In all these examples, the charts display the intrinsic value of the structure, but they do not show the cost or benefit of any option premia paid or earned. We address the premia in the text.
Tactic #1: Buy Back Existing Swaps – Remove the hedge. Counterparty applies the MtM gain (loss) to a new hedge, or payment is made.
In the chart below, the red shaded portion represents the incremental downside risk the trade provides, while the green represents the upside participation gained.
Benefit – Upside exposure increases on a portfolio level, even if existing swaps remain on the books. You get to participate in a rally for the bought barrels.

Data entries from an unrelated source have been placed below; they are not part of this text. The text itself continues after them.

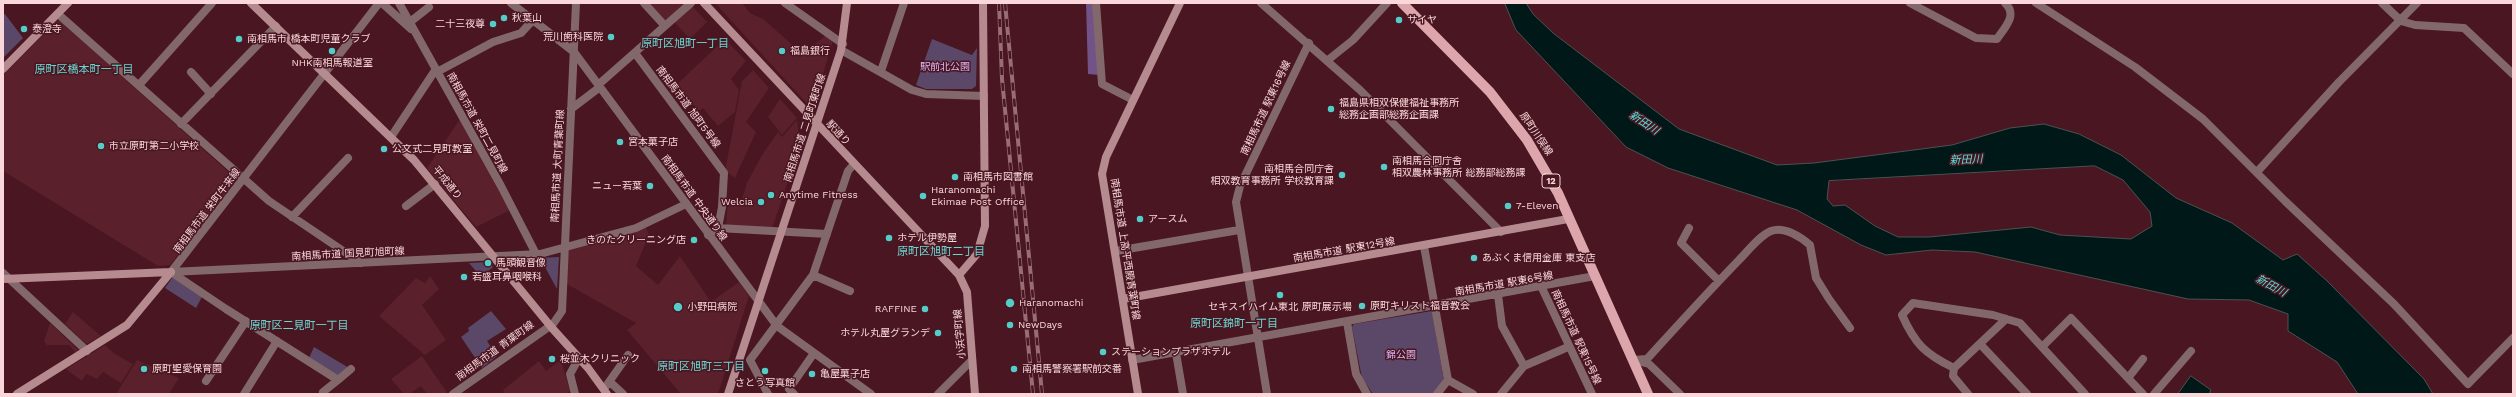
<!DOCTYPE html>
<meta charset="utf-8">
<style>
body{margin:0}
#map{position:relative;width:2516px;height:397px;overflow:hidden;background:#491621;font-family:"Work Sans",sans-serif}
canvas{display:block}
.frame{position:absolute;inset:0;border:4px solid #fad7db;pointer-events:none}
</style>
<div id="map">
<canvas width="2516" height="397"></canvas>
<div class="frame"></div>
</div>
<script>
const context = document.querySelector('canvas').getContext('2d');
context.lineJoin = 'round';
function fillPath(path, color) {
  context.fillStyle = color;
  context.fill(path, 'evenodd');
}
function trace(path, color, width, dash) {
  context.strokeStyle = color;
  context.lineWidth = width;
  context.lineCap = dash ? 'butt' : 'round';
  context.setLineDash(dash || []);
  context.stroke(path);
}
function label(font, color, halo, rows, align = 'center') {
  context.font = font + ' "Work Sans","Noto Sans JP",sans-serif';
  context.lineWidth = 3;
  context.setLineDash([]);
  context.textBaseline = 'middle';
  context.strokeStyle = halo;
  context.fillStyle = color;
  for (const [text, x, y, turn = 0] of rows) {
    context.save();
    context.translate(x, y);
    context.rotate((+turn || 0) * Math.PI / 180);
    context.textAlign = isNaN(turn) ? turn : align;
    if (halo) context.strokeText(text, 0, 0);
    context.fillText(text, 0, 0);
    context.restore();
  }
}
fillPath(new Path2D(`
 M647,3H687L665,23Z
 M715,3H742L750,13L763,19L803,54L825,36L833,40L814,106L811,108Z
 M692,6L707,22L690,39L674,22Z
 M57,21H60L233,176L235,182L170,265L158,266L3,171V75Z
 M725,39L746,61L731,79L739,90L735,112L718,126L703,108L699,111L676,85Z
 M753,70L769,88L746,122L756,132L735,178L725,171L742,81Z
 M780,99L797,118L782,135L768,117Z
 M460,119L510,210L476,227L427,168Z
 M797,120L800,145L772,229L726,226L728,201L741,202L747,183L762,155L778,132L782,137Z
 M646,227L649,235L636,266L658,285L680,256L711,302L739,282L749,296L718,394H681L627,330L636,323L565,283L569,249Z
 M430,276L439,289L422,305L446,340L425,355L379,316L416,278L425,283Z
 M73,312L101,336L86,344L65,324Z
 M50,323L78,350L76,353L69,345H47L44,341Z
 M105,345L115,354L133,364L121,383L103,372L97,379L86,374L82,381L66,369Z
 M422,356L448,394H427L421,386L409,394H404L391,379Z
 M137,360L179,378L169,394H116Z
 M561,360L570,391L565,394H505L503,390L539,361L546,371Z`), '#5a202c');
fillPath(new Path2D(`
 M5,14L23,38L3,58V15Z
 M932,39L972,55L977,48L976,86L972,89H926L916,85Z
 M559,257L557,289L540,258Z
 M489,262L493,267L481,277L469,263Z
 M172,278H175L203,295L196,308L165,288Z
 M491,311L506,329L487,341L497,356L482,368L461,337L469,331L468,328Z
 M1432,311L1444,381L1433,394H1373L1362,378L1352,327L1354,324Z
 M314,347L349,368L339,377L309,358Z`), '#5b4868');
fillPath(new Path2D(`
 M1086,3H1094L1099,75L1088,74Z`), '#725387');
const water = new Path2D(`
 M1505,3H1526L1533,14L1553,33L1679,129L1777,165L1814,163L1952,145L2010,128L2044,124L2079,134L2121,155L2176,198L2232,223L2283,260L2297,254L2326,280L2424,379L2433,394H2358L2337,362L2288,331V314L2249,300L2188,299L1975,252L1932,250L1886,255L1861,245L1797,210L1668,168L1626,147L1516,30ZM2095,166L2123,180L2150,212L2152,226L2131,239L2060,235L2031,227L1929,237H1898L1875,226L1845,205L1833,206L1827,199L1829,181Z
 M2191,376L2211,390L2209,394H2178Z`);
fillPath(water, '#001918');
trace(water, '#4b5252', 1);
trace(new Path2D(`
 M382,3L411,29
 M399,3L501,186L536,254
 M511,3L574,52L777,326L871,394
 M644,3L665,26
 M785,3L843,44
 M1096,3L1102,84L1133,100
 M1261,3L1360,90L1501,232
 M1910,3L1976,38L1997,39C2005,27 2018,15 2005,3
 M2036,3L2135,67L2203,119L2285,201L2394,304L2468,384L2513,338
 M2382,3L2401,21L2415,25L2464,28L2513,74
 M58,14L269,201L361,263
 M410,22L429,7
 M841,50L912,90L926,94L984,96
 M635,53L724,173L722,207L718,228
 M1328,60L1353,40L1387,3
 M881,71L904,3
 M191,72L211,94
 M437,72L493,42L521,33L533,20
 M139,85L212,3
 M598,85L691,3
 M571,109L600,87
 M181,124L276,26
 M391,137L436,69
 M2257,172L2339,82L2417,3
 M406,206L435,184
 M292,217L348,158
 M1689,228L1681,243L1719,281
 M708,235L718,228L827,234
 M1424,246L1448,380L1473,394
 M1116,251L1239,230
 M171,272L540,254L636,228L686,204
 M171,272L379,3
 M171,272L226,309L338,380L323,392
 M3,273L87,351
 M813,275L850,291
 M1542,288L1592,394
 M1498,295L1502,326L1524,366
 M1347,322L1356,374L1367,394
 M1981,345L2027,394
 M2042,347L2071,318L2143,394
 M1176,353L1183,394
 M1132,360L1595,276
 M1633,360L1647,359C1677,326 1708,292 1739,260C1748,251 1759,236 1771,231C1784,226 1801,237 1810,245L1816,278L1829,299L1850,328
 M1638,361L1649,364L1680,394
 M1954,368C1925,354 1915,344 1902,315L1913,303L1993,315L2020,323L2085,394
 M2128,378L2143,359
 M338,380L351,369
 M206,381L246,321
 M610,382L623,394
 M604,389L628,355
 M244,394L277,341
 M453,394L553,324L562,311L576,3
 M575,394L570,374L579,358
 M768,394L750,360L813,275L848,171L854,164
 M794,394L789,389L814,353
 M938,394L972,360
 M1267,394L1236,202L1240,186L1309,43
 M1437,394L1448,380
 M1501,394L1524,366L1568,347
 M1968,394L1953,376L1954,368L2006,319
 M2154,394L2191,351`), '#83686b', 8);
trace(new Path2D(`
 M251,3L414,160L552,328L588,368L607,394
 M704,3L959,275L967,292L975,394
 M3,69L68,3
 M959,275L977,254L985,226L983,3
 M3,279L171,272
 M1123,299L1568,219
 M17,394L127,325L171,272
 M728,394L841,50L847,3
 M1138,394L1102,174L1106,157L1180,3`), '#b68b90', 8);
trace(new Path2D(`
 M1402,3L1490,92L1527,140L1558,193L1648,394`), '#dda6ac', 10);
const rail = new Path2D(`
 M999,3L1002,79L1033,394
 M1005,3L1042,394`);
trace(rail, '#996d75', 4);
trace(rail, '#491621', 2.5, [8]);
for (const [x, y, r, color] of [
 [504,18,4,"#54cdc8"],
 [1399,20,4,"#54cdc8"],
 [493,24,4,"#54cdc8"],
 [24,29,4,"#54cdc8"],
 [611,37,4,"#54cdc8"],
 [239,39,4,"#54cdc8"],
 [332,51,4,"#54cdc8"],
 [782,51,4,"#54cdc8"],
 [1331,109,4,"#54cdc8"],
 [620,142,4,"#54cdc8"],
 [101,146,4,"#54cdc8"],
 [384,149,4,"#54cdc8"],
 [1384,167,4,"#54cdc8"],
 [1342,175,4,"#54cdc8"],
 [955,177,4,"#54cdc8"],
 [650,186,4,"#54cdc8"],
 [771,195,4,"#54cdc8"],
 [923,196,4,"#54cdc8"],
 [761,202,4,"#54cdc8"],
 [1508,206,4,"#54cdc8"],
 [1140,219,4,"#54cdc8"],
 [889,238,4,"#54cdc8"],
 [694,240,4,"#54cdc8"],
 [1474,258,4,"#54cdc8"],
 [488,263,4,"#54cdc8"],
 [464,277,4,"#54cdc8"],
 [1280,295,4,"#54cdc8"],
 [1010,303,5,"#54cdc8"],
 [1362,306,4,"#54cdc8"],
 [678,307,5,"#54cdc8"],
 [925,309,4,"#54cdc8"],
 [1010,325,4,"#54cdc8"],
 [938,333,4,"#54cdc8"],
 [1103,352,4,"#54cdc8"],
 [552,359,4,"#54cdc8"],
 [144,369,4,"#54cdc8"],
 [1014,369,4,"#54cdc8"],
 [765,371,4,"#54cdc8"],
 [812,374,4,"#54cdc8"]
]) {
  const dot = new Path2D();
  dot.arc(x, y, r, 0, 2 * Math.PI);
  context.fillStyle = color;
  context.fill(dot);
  trace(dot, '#491621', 1.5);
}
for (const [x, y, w] of [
 [1551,181,18]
]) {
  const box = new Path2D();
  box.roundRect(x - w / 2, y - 7, w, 14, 3);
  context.fillStyle = '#491621';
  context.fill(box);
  trace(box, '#fad7db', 1);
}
label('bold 9px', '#fad7db', null, [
 ["12",1551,181]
]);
label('10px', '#fad7db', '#491621', [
 ["秋葉山",512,18],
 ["サイヤ",1407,20],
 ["二十三夜尊",485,24,"right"],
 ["泰澄寺",32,29],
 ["荒川歯科医院",603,37,"right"],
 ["南相馬市 橋本町児童クラブ",247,39],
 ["福島銀行",790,51],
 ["NHK南相馬報道室",332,63,"center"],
 ["福島県相双保健福祉事務所",1339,103],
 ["総務企画部総務企画課",1339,115],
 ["宮本菓子店",628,142],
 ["市立原町第二小学校",109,146],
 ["公文式二見町教室",392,149],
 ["南相馬合同庁舎",1392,161],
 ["相双農林事務所 総務部総務課",1392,173],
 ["南相馬合同庁舎",1334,169,"right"],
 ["相双教育事務所 学校教育課",1334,181,"right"],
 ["南相馬市図書館",963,177],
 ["ニュー若葉",642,186,"right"],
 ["Haranomachi",931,190],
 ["Ekimae Post Office",931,202],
 ["Anytime Fitness",779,195],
 ["Welcia",753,202,"right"],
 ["7-Eleven",1516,206],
 ["アースム",1148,219],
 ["ホテル伊勢屋",897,238],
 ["きのたクリーニング店",686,240,"right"],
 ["あぶくま信用金庫 東支店",1482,258],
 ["馬頭観音像",496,263],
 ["若盛耳鼻咽喉科",472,277],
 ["Haranomachi",1019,303],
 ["原町キリスト福音教会",1370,306],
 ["小野田病院",687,307],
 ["セキスイハイム東北 原町展示場",1280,307,"center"],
 ["RAFFINE",917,309,"right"],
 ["NewDays",1018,325],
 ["ホテル丸屋グランデ",930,333,"right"],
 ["ステーションプラザホテル",1111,352],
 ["桜並木クリニック",560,359],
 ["原町聖愛保育園",152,369],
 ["南相馬警察署駅前交番",1022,369],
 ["亀屋菓子店",820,374],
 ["さとう写真館",765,383,"center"]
], 'left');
label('10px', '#dcb7f7', '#491621', [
 ["駅前北公園",945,67],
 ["錦公園",1401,355]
]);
label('10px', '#fad7db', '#491621', [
 ["南相馬市道 旭町5号線",688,107,53],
 ["南相馬市道 駅東16号線",1266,108,-65],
 ["南相馬市道 栄町二見町線",477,123,61],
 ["南相馬市道 二見町東町線",805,128,-72],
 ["駅通り",838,133,47],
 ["原町川俣線",1536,134,56],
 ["南相馬市道 大町青葉町線",558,166,-87],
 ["平成通り",447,183,51],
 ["南相馬市道 中央通り線",694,198,54],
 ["南相馬市道 栄町牛来線",207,211,-53],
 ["南相馬市道 上高平西殿青葉町線",1125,249,81],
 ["南相馬市道 駅東12号線",1344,250,-10],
 ["南相馬市道 国見町旭町線",348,254,-3],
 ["南相馬市道 駅東6号線",1504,284,-10],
 ["小浜字町線",960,334,-95],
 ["南相馬市道 駅東15号線",1576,337,65],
 ["南相馬市道 青葉町線",495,351,-36]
]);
label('11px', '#6ad6d0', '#491621', [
 ["原町区旭町一丁目",685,44],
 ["原町区橋本町一丁目",84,70],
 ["原町区旭町二丁目",941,252],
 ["原町区錦町一丁目",1234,324],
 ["原町区二見町一丁目",299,326],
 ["原町区旭町三丁目",701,367]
]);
label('italic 11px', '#56e1db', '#491621', [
 ["新田川",1644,123,33],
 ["新田川",1966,160,-3],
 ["新田川",2271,286,28]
]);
</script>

Danger – Zero downside protection remains on the volumes bought back. Downside exposure is increased, and some lending agreements may not allow this strategy if it brings a portfolio out of compliance.
Tactic #2: Sell put options – Earn a premium by increasing your exposure to low prices.
In the chart below, the red shaded portion represents the downside protection lost by utilizing this tactic. Typically, we would not recommend utilizing trades that remove downside protection. However, the proceeds from selling puts could be used to adjust a hedge, perhaps to uplift a floor or cap.
Benefit – Small premium earned, which could be divested into paying for structures that would allow upside participation.
Danger – It doubles your risk if prices were to fall below your strike.
Tactic #3: Buy Call option or Call Spread – Purchase exposure to prices above the market. If a call is purchased with a strike price of an existing swap, this can create a synthetic put, which would allow total upside participation while maintaining downside protection. Still, this could be expensive.
In the chart below, the green shaded portion represents the upside exposure gained by utilizing this structure. The long call helps increase upside participation but can be expensive on its own. If a call is sold above the bought call, it would help offset the premium but limits the upside participation to the market price minus the spread between the legs of the call spread.
Benefit – Losses are limited to the premium paid and tailored to your point of view on prices.
Danger – Expensive; Can be interpreted as speculative.
Tactic #4: Collars (Costless or Enhanced) – Sell a call option and use the proceeds to buy a put option.
The chart shows the mechanics of a costless collar and how a producer could take advantage of price fluctuation in between the “floor” and “cap”. Aside from swaps, a costless collar is one of the most commonly used hedging strategies. However, if you believe prices will rise there are a few ways to tailor the structure to achieve your hedging goals such as paying a small premium for an enhanced collar.
Benefit – Good, straightforward protection; Can gain more upside by purchasing a higher cap (enhanced) or lowering the floor.
Danger – Very little if the floor is set appropriately.
Tactic #5: Three-way Costless Collar – Take on some downside risk for a higher cap/ceiling.
The chart shows the upside gained and downside protection lost by this structure, as compared to an ordinary (two-way) collar. The 3-way collar allows you to gain upside without having to pay a premium but technically your downside protection will be limited to the spread between the put options.
Benefit – Costless; increases exposure to higher prices than does a collar.
Danger – Downside protection is lowered.
Tactic #6: “Rally” Collar – Combine a collar with a higher call option
The chart shows the upside gained from a rally collar, though at a cost of the premium of the call option. A rally collar is an attractive, albeit expensive strategy that allows producers greater upside participation.
Benefit – Maintains downside protection with a floor and gains exposure if prices move much higher. It can be costless.
Danger – Net cost is higher than a vanilla collar.